REQUIRED ACTION:
Return each line of the records below that contains the word "lines".

────────

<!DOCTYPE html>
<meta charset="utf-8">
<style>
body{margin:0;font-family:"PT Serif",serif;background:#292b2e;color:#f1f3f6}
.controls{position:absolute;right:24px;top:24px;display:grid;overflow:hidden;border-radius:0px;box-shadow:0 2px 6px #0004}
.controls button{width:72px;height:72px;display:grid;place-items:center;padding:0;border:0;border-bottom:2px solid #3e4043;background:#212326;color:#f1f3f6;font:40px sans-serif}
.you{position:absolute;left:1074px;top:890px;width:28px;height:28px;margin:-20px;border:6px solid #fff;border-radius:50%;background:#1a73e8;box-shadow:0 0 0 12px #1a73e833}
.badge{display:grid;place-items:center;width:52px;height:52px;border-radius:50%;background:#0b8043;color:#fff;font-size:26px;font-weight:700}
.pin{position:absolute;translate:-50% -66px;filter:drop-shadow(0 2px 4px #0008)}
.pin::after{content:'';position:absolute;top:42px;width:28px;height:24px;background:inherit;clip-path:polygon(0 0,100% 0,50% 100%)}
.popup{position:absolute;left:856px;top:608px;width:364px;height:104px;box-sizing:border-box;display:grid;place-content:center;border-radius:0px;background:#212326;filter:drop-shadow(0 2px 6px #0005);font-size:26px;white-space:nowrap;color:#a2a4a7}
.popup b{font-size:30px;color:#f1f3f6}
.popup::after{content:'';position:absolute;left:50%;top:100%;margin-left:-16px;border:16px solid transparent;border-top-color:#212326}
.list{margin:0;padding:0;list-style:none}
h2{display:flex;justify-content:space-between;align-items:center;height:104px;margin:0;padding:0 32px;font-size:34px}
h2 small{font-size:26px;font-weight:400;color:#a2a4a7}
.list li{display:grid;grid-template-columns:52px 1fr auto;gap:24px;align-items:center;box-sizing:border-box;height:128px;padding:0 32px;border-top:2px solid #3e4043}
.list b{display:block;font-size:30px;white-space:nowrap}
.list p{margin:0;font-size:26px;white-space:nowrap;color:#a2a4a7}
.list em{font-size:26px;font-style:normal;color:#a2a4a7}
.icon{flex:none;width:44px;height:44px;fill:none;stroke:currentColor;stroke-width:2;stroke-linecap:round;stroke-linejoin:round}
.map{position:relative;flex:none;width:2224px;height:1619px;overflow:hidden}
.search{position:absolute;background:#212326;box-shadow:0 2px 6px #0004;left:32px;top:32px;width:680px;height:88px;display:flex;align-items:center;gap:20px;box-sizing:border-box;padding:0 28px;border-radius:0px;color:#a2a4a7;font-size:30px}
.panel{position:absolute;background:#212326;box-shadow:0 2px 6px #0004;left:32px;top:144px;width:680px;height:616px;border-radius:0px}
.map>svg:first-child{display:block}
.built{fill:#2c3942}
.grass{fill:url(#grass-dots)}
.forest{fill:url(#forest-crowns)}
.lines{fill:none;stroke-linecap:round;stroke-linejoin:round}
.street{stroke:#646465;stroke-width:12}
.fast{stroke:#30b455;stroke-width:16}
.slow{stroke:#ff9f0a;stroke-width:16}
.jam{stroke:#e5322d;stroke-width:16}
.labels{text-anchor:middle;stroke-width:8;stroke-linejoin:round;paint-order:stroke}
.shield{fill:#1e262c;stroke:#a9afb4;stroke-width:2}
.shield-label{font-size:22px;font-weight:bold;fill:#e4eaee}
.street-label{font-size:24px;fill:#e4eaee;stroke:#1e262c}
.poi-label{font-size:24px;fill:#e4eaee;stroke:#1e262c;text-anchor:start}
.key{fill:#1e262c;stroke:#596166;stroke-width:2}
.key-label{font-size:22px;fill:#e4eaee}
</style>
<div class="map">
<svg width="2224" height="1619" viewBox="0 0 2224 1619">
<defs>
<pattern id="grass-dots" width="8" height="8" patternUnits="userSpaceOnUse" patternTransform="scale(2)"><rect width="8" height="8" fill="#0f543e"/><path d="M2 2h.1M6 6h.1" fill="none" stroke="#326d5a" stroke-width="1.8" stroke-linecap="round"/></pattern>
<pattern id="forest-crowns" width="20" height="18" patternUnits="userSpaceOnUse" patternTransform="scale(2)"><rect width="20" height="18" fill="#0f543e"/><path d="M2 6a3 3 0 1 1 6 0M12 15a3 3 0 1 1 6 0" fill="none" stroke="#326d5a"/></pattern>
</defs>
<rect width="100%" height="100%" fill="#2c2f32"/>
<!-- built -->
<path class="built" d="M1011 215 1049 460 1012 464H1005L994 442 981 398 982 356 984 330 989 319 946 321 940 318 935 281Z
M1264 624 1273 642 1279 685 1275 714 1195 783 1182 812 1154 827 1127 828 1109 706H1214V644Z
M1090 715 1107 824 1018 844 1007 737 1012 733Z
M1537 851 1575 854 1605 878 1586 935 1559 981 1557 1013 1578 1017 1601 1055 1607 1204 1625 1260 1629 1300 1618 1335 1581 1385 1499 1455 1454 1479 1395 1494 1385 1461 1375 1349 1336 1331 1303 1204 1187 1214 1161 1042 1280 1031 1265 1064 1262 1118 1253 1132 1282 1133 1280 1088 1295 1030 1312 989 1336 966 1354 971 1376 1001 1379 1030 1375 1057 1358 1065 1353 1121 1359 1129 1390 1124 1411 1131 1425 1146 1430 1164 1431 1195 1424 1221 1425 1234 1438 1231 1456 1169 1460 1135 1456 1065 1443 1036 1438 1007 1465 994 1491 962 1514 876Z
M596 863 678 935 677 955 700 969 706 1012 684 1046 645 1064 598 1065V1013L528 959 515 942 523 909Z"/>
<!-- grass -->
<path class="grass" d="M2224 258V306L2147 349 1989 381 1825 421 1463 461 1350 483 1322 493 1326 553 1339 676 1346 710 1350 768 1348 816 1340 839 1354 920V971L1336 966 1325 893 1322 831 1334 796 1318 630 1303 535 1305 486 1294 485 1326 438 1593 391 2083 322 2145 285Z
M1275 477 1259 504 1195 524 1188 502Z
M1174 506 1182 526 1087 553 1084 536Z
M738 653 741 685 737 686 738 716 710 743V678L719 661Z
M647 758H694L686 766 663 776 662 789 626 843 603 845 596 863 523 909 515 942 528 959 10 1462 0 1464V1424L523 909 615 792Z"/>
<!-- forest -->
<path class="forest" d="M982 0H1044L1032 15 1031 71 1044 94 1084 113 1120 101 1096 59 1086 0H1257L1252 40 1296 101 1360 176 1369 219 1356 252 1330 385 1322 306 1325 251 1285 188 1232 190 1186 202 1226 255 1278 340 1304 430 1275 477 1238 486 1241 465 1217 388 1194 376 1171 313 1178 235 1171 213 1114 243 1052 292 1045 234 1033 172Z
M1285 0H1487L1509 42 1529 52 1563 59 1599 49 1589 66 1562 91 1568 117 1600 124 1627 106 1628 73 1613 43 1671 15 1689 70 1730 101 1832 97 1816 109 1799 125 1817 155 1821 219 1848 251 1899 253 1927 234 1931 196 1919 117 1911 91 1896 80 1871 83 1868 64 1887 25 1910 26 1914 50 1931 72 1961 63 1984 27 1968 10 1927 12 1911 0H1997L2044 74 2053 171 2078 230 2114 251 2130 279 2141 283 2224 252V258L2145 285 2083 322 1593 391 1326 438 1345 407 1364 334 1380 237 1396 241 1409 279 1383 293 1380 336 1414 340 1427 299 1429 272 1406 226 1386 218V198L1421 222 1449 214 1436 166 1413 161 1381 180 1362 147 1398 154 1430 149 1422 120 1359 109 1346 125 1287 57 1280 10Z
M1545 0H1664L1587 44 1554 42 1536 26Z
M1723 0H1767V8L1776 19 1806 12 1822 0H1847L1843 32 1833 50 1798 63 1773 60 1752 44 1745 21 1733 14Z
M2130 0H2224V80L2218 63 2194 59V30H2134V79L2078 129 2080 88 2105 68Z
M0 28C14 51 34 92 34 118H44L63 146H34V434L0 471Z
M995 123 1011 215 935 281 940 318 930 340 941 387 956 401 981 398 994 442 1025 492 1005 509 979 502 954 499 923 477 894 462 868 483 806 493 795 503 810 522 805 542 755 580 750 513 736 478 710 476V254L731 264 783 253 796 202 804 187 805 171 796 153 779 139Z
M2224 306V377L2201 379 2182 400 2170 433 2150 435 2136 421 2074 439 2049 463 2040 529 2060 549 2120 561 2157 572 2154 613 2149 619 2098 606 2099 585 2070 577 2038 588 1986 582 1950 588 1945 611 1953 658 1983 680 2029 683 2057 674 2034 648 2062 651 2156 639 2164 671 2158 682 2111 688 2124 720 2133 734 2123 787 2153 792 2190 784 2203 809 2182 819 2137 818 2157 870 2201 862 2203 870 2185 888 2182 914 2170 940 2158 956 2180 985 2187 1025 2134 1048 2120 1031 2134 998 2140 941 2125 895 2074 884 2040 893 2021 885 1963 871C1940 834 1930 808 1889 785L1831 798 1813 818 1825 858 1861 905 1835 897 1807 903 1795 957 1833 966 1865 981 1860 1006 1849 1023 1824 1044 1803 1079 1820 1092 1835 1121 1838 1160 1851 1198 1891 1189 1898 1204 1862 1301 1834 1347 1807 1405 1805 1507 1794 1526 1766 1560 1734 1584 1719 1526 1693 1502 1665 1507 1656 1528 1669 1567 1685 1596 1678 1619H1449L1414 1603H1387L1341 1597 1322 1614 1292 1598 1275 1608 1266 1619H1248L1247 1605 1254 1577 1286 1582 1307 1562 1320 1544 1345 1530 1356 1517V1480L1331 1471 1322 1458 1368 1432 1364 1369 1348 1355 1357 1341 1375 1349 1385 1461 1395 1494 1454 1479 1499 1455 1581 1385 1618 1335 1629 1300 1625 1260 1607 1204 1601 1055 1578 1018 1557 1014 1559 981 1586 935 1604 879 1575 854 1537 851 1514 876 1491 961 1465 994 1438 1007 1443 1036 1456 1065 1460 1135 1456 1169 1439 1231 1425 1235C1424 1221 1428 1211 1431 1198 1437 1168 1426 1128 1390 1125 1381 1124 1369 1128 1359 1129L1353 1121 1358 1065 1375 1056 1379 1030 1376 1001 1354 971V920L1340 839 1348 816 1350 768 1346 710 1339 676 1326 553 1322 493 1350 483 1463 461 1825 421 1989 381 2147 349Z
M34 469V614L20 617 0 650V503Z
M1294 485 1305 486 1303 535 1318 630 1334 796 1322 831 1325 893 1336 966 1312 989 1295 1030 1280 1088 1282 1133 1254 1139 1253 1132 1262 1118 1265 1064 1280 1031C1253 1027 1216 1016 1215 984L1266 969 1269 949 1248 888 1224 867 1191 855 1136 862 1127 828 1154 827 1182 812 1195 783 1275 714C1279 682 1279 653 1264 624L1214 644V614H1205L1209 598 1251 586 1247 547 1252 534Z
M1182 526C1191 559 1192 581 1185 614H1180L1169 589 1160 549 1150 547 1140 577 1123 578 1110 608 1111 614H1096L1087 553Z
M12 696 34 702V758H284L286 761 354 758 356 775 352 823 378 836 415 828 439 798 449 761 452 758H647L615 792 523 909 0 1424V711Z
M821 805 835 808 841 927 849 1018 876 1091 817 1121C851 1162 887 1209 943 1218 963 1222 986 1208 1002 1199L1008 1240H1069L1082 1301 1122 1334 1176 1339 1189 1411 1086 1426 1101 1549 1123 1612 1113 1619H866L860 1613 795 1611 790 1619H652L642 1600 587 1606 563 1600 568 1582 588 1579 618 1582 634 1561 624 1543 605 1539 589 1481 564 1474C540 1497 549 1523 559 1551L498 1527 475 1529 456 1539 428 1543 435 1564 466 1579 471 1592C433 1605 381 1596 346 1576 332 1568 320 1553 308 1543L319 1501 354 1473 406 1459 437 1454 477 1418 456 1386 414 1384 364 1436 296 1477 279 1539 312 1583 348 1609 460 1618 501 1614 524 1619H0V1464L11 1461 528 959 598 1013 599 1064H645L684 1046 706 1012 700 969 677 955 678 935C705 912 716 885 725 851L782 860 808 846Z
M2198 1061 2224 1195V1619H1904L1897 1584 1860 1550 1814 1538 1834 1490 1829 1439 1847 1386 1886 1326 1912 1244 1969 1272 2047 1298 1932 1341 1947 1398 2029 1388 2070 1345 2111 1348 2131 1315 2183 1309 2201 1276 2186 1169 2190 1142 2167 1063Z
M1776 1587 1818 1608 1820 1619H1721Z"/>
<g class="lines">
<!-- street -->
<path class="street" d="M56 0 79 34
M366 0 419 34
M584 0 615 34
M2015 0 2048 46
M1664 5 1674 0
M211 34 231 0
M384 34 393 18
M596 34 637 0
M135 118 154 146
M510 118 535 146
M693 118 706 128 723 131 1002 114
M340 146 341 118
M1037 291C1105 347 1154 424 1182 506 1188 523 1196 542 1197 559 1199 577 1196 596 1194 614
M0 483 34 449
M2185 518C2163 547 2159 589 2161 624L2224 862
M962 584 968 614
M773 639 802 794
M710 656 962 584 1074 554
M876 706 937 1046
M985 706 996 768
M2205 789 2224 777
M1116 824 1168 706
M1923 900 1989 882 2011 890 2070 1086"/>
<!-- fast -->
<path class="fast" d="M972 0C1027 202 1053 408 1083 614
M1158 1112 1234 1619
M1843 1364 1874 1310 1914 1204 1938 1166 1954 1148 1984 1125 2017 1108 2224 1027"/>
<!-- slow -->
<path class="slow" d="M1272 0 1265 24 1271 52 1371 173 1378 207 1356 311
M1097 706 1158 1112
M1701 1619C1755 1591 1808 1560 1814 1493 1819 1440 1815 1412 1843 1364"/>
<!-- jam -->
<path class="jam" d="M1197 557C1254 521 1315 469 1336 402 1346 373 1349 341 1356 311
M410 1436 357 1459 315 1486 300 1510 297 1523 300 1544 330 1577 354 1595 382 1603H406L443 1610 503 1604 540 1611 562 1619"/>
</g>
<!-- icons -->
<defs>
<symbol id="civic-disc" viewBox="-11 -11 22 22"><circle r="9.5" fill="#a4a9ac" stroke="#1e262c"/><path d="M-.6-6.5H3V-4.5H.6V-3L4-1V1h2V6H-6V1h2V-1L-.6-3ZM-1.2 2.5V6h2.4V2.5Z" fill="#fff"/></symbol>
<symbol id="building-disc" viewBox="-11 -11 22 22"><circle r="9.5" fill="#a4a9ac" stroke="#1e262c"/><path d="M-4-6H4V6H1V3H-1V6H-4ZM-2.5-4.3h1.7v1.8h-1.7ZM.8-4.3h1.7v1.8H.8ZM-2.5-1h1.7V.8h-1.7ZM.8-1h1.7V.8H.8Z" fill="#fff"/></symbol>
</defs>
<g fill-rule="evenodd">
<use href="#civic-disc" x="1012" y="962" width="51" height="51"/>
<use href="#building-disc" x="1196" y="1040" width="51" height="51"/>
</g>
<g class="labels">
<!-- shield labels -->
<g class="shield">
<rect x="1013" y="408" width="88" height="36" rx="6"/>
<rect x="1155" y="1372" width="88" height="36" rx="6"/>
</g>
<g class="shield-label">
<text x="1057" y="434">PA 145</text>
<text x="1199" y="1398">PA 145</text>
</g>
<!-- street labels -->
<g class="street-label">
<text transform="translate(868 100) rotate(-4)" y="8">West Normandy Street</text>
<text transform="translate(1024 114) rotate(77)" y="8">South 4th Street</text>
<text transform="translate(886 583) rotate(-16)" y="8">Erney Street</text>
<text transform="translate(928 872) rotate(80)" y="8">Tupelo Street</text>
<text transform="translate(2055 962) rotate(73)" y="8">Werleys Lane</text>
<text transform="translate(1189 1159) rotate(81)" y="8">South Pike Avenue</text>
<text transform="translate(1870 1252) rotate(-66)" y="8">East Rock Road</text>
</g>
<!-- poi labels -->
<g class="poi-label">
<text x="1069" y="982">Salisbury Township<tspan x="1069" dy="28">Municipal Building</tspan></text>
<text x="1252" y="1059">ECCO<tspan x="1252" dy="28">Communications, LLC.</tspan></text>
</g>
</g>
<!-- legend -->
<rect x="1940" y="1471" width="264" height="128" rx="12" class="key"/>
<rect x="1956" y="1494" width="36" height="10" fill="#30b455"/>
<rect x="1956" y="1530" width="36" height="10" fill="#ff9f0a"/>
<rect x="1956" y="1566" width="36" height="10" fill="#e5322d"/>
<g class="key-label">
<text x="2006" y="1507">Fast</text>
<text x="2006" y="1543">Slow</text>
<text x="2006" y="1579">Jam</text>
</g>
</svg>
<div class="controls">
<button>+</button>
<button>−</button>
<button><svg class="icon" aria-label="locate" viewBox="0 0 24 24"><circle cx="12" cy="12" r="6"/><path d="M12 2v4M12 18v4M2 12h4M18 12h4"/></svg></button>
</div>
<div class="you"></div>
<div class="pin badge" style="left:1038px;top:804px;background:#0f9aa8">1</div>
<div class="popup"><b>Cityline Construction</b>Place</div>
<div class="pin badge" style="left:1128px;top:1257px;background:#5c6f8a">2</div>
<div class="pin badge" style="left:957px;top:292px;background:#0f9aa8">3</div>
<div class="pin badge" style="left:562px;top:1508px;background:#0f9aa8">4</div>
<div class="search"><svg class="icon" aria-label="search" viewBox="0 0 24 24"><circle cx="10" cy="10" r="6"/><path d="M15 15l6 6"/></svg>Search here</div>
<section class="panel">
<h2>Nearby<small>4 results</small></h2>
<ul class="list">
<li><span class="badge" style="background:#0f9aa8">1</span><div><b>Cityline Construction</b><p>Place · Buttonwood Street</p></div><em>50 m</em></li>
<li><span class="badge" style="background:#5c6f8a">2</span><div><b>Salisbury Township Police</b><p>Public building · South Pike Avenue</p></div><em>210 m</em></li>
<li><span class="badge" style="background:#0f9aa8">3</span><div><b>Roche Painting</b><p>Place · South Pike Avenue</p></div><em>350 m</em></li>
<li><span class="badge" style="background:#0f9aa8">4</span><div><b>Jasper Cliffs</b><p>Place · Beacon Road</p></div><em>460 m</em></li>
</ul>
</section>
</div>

────────

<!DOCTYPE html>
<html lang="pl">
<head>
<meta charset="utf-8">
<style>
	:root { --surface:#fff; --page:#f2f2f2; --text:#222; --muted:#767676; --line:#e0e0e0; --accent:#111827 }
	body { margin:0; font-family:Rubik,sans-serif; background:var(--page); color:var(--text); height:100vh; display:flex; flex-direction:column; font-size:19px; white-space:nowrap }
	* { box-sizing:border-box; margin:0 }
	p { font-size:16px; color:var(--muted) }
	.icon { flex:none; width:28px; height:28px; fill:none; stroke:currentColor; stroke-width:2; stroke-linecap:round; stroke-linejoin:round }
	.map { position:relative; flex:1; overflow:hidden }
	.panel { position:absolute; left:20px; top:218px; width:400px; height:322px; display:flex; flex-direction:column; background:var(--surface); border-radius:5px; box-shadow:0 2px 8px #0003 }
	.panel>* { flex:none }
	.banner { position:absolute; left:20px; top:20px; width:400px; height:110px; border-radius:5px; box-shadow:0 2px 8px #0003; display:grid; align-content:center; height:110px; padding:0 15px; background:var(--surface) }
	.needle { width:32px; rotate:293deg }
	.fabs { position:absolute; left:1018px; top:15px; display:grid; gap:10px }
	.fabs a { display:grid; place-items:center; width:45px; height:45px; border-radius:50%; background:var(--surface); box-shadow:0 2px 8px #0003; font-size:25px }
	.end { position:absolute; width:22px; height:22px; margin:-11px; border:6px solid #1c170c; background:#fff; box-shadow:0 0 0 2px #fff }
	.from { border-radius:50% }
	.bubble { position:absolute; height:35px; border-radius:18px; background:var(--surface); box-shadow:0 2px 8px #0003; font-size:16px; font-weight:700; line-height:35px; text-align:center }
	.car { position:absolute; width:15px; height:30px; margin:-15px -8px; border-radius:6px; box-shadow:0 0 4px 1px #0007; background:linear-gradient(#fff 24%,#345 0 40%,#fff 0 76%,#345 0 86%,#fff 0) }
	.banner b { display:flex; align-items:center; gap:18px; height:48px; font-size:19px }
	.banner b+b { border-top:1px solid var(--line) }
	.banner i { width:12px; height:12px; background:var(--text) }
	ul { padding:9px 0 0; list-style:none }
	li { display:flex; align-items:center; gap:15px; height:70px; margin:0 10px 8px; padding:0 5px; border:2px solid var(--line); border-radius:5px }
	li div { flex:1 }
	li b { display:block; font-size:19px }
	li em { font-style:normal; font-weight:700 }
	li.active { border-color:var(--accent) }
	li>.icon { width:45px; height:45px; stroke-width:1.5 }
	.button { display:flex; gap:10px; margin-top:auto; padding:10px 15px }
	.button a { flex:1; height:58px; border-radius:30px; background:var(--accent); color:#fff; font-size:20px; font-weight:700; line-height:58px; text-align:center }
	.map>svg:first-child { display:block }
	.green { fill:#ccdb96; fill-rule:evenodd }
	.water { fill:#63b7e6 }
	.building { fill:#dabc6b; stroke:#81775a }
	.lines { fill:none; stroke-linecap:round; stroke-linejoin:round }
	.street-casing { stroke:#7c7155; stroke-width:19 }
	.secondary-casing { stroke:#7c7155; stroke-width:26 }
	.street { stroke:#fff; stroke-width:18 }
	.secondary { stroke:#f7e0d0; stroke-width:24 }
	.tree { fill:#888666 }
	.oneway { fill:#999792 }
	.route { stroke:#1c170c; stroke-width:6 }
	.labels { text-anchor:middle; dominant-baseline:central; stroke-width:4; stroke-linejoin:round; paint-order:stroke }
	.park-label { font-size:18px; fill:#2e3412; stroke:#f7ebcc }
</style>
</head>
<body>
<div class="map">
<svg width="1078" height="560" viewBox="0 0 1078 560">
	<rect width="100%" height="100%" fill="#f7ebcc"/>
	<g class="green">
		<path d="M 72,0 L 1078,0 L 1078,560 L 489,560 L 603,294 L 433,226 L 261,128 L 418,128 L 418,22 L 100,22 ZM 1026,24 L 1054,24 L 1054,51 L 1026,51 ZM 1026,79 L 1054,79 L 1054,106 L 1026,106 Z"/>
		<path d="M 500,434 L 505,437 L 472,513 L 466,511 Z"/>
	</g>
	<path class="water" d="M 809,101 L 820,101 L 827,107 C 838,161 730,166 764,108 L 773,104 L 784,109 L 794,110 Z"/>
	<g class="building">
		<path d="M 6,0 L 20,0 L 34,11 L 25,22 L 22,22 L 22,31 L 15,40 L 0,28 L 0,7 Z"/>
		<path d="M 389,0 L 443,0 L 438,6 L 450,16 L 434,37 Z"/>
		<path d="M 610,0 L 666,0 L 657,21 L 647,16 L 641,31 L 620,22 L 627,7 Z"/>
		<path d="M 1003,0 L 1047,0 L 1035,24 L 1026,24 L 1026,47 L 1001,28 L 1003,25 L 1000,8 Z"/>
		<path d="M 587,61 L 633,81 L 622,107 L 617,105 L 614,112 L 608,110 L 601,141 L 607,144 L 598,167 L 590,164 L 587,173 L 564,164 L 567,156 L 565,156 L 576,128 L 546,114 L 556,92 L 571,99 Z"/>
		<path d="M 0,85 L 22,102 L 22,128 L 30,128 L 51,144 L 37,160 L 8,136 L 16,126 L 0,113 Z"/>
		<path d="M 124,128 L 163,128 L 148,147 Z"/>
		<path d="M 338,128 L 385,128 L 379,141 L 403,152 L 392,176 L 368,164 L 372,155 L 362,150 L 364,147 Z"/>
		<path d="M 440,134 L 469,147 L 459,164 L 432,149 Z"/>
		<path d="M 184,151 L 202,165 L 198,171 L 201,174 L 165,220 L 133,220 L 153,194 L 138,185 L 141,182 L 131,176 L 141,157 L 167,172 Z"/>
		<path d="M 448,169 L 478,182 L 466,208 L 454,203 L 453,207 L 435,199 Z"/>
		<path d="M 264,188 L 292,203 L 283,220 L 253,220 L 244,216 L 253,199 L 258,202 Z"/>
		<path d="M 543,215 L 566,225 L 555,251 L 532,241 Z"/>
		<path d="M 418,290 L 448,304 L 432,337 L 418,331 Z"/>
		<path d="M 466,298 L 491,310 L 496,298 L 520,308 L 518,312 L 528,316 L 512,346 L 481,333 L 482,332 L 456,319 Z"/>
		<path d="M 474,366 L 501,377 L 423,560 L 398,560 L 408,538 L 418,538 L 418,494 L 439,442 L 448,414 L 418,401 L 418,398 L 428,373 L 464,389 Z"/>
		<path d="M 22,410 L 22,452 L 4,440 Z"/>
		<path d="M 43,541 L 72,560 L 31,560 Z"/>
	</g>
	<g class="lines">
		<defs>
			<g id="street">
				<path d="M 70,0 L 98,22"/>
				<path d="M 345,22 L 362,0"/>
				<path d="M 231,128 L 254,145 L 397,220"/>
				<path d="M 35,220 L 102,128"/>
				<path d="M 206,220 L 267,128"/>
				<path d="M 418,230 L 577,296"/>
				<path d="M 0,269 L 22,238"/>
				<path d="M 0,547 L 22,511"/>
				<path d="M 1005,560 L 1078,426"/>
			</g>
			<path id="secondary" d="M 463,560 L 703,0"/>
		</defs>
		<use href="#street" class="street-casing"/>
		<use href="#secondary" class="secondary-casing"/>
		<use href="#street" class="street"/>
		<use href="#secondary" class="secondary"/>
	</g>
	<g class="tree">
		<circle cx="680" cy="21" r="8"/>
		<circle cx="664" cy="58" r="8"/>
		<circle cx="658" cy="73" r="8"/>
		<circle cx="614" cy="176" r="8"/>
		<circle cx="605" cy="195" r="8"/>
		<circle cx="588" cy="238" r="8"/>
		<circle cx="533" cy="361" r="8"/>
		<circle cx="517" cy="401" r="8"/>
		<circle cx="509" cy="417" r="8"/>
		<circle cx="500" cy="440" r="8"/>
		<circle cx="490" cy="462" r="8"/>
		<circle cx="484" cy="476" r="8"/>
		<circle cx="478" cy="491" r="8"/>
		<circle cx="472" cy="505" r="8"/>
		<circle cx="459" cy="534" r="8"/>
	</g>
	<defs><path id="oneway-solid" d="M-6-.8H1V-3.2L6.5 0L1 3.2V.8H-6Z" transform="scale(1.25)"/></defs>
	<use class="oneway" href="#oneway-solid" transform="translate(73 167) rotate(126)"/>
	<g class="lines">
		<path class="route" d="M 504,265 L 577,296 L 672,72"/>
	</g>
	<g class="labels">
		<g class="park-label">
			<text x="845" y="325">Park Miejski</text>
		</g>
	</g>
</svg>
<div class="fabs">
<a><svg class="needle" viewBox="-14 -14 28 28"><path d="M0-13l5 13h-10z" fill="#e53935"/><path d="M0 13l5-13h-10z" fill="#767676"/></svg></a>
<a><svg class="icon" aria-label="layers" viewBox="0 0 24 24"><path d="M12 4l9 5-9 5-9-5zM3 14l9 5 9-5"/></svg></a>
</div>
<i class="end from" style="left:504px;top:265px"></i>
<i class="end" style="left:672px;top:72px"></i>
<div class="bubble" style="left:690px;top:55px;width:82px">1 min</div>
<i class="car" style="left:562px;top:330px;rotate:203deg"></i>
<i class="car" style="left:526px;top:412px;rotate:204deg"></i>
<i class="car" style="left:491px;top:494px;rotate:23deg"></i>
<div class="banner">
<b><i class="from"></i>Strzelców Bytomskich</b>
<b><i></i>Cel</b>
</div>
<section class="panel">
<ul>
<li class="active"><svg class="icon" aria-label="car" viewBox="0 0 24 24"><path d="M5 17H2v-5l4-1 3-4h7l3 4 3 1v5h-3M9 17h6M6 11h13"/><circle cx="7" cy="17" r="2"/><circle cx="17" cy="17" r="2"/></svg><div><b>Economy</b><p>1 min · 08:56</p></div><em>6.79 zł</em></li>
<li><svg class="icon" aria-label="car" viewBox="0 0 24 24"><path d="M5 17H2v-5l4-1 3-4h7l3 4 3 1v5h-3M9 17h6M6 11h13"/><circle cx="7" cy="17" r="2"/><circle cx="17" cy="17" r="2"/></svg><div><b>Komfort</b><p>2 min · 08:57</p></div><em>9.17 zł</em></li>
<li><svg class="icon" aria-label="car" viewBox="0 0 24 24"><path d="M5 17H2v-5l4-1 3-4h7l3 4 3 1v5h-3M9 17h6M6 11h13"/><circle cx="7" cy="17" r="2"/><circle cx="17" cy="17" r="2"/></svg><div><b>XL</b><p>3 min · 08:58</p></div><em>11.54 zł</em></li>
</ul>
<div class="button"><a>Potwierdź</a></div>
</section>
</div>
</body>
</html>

────────

TASK ANSWER:
.lines{fill:none;stroke-linecap:round;stroke-linejoin:round}
<g class="lines">
	.lines { fill:none; stroke-linecap:round; stroke-linejoin:round }
	<g class="lines">
	<g class="lines">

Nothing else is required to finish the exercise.